Former Sony Computer Entertainment America boss Jack Tretton has said he wishes Sony had thrown more support behind the PlayStation Vita.
The handheld system launched in 2011 as the successor to the PSP and is thought to have sold less than 15 million units prior to its discontinuation in 2019.
In a new interview with Axios, Tretton namechecked Vita as one of several PlayStation technologies he felt had been “orphaned a little bit” by parent company Sony.
“There were certainly technologies that I thought were good but just didn’t have the level of support they needed,” he said, also citing 3D gaming and PlayStation VR, which didn’t launch until after he left the company in 2014.
Being a successful part of a big corporation sometimes meant having to make sacrifices when other parts of the business weren’t performing so well, Tretton said.

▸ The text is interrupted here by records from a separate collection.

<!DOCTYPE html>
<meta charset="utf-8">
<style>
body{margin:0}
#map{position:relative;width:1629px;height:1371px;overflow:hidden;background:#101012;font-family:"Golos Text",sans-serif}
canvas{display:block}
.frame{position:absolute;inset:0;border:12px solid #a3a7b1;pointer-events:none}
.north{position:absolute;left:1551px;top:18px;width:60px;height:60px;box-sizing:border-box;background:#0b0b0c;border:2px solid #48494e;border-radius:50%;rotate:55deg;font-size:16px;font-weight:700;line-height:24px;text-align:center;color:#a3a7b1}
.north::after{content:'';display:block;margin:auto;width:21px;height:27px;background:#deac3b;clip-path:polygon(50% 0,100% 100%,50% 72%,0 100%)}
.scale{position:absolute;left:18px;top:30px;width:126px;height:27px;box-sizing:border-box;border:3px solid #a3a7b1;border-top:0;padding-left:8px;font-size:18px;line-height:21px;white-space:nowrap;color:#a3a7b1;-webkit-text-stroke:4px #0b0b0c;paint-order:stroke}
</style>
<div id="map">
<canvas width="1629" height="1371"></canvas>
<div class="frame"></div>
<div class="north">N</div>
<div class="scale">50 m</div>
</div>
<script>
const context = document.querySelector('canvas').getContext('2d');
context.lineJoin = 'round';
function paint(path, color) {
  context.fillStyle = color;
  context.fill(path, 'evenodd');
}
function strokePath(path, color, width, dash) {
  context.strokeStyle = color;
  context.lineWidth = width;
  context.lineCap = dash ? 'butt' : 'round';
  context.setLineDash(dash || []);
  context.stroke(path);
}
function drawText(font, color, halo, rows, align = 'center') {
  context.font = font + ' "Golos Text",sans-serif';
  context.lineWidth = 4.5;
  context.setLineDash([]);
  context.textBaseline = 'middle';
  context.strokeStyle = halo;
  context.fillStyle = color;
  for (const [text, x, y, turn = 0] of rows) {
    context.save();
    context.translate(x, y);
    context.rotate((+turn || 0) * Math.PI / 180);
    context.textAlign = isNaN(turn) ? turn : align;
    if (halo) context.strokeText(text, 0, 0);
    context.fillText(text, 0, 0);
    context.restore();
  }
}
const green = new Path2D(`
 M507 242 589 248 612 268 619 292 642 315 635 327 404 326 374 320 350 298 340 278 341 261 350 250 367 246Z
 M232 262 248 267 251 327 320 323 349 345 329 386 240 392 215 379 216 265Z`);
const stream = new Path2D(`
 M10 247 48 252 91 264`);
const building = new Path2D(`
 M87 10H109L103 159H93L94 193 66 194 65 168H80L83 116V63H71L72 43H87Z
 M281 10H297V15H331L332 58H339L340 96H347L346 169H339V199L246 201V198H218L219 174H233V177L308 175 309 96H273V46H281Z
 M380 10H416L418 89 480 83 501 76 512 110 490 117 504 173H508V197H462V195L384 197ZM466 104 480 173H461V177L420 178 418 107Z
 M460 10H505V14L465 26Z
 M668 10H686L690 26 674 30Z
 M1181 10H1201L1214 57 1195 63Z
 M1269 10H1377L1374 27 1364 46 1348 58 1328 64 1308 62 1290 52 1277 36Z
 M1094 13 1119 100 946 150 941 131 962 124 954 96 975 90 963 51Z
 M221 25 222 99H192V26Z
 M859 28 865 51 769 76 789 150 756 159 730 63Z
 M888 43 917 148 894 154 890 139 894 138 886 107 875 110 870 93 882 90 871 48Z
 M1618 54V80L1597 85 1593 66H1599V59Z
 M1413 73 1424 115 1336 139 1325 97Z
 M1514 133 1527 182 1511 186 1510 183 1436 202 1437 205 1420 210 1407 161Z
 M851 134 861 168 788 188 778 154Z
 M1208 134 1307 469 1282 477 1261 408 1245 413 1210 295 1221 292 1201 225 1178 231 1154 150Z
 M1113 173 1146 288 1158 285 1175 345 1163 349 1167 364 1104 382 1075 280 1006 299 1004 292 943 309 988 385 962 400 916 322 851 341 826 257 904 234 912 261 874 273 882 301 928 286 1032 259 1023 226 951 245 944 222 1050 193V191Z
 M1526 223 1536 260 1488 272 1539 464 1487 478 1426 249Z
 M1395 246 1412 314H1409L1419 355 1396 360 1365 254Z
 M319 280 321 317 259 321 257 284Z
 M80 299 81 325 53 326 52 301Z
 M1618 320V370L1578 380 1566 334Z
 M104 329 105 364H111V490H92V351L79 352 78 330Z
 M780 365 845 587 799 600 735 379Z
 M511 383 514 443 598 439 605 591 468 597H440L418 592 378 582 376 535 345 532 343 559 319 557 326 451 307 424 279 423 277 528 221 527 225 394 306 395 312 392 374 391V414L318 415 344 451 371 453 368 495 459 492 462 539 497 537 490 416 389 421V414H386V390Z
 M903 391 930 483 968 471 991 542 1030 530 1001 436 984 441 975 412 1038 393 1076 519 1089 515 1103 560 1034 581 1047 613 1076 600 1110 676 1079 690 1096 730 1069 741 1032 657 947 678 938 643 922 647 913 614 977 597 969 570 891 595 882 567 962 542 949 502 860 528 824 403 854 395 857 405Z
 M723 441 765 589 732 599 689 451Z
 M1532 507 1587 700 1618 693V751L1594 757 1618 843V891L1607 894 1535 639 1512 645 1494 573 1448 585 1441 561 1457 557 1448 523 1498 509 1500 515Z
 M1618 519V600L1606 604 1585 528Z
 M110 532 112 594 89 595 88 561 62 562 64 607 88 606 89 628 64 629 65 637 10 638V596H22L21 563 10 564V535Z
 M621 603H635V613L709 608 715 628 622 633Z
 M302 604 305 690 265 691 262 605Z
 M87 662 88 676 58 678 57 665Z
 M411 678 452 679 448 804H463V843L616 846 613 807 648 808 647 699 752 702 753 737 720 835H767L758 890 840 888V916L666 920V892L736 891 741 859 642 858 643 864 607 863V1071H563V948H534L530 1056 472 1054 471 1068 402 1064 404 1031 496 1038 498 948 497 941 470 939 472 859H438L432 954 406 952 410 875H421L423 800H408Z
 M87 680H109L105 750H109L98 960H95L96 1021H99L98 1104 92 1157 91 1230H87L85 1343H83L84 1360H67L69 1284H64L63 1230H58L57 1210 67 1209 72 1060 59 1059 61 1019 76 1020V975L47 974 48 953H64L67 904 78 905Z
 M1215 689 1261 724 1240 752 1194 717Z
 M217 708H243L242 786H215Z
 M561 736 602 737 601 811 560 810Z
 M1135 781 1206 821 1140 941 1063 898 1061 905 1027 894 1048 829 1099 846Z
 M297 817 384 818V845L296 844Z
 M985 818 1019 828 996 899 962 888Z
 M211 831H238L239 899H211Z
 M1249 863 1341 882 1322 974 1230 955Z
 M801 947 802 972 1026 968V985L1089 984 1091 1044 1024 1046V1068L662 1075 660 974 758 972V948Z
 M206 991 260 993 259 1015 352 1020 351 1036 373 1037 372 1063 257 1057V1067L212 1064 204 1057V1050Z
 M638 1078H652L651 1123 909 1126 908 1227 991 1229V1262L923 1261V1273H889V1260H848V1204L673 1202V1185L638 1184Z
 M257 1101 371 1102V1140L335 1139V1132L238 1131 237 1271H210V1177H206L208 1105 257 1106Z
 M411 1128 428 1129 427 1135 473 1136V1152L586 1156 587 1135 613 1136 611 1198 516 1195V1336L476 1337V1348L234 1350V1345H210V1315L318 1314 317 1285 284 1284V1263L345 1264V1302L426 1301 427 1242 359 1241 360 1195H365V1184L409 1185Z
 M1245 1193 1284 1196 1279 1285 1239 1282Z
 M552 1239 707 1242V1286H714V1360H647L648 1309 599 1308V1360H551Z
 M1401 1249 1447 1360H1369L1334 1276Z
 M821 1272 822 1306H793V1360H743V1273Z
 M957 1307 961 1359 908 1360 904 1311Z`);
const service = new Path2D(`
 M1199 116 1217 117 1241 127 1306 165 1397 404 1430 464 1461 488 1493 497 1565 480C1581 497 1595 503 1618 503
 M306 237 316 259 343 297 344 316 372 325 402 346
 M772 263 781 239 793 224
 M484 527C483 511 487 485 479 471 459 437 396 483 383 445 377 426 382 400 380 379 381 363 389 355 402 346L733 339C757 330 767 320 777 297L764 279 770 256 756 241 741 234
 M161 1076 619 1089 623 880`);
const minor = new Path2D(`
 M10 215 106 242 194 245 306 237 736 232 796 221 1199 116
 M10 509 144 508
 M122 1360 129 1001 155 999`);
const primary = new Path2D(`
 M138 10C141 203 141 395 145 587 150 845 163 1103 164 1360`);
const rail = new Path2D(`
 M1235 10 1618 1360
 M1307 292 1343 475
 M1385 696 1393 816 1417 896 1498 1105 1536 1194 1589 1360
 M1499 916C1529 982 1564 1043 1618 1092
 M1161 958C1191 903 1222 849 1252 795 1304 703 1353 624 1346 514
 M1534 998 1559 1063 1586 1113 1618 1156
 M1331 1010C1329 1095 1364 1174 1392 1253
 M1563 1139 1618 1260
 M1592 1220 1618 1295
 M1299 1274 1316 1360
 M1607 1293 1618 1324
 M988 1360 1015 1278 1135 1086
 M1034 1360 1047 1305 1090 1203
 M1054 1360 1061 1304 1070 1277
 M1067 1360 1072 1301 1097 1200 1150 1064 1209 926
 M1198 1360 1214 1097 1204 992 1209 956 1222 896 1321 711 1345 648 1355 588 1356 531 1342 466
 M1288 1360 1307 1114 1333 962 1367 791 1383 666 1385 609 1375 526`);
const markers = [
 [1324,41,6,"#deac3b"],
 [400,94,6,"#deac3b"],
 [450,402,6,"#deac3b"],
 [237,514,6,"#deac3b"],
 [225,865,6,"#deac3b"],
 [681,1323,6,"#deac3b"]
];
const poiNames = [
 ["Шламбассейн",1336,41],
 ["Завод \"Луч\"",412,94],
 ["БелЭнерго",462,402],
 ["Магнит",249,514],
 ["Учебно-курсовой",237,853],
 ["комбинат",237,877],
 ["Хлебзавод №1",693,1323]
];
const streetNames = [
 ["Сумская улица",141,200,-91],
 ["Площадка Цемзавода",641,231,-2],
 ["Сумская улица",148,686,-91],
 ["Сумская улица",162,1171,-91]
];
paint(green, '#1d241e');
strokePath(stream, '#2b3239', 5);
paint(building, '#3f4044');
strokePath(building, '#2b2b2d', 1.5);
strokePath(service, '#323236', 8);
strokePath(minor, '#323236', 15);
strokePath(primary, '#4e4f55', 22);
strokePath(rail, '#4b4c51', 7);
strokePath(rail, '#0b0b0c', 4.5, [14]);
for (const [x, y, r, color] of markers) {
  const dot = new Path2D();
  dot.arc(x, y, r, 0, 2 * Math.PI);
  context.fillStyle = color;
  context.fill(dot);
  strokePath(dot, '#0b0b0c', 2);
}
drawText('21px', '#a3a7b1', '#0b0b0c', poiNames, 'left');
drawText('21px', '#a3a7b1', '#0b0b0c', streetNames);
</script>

“So, you come up with new technology to introduce to the industry and the consumers. But do you have the marketing budget to really drive the message? Do you have the developer support dollars to incent them to develop games to support this initiative? And sometimes you would birth technology and hope that it caught on.”
Speaking to IGN about Vita’s fate in 2017, Tretton said Sony thought the product was too late to come to market.
“Now that I don’t work there anymore, I think internally it was: ‘This is a great machine, it’s just too late.’ The world has shifted to portable devices that aren’t dedicated gaming machines,” he said.
“And I think PSP was incredibly successful. I loved what it did, and I thought it brought a console-like experience and brought genres to an older gamer that typically didn’t have console-like games to play on a portable platform.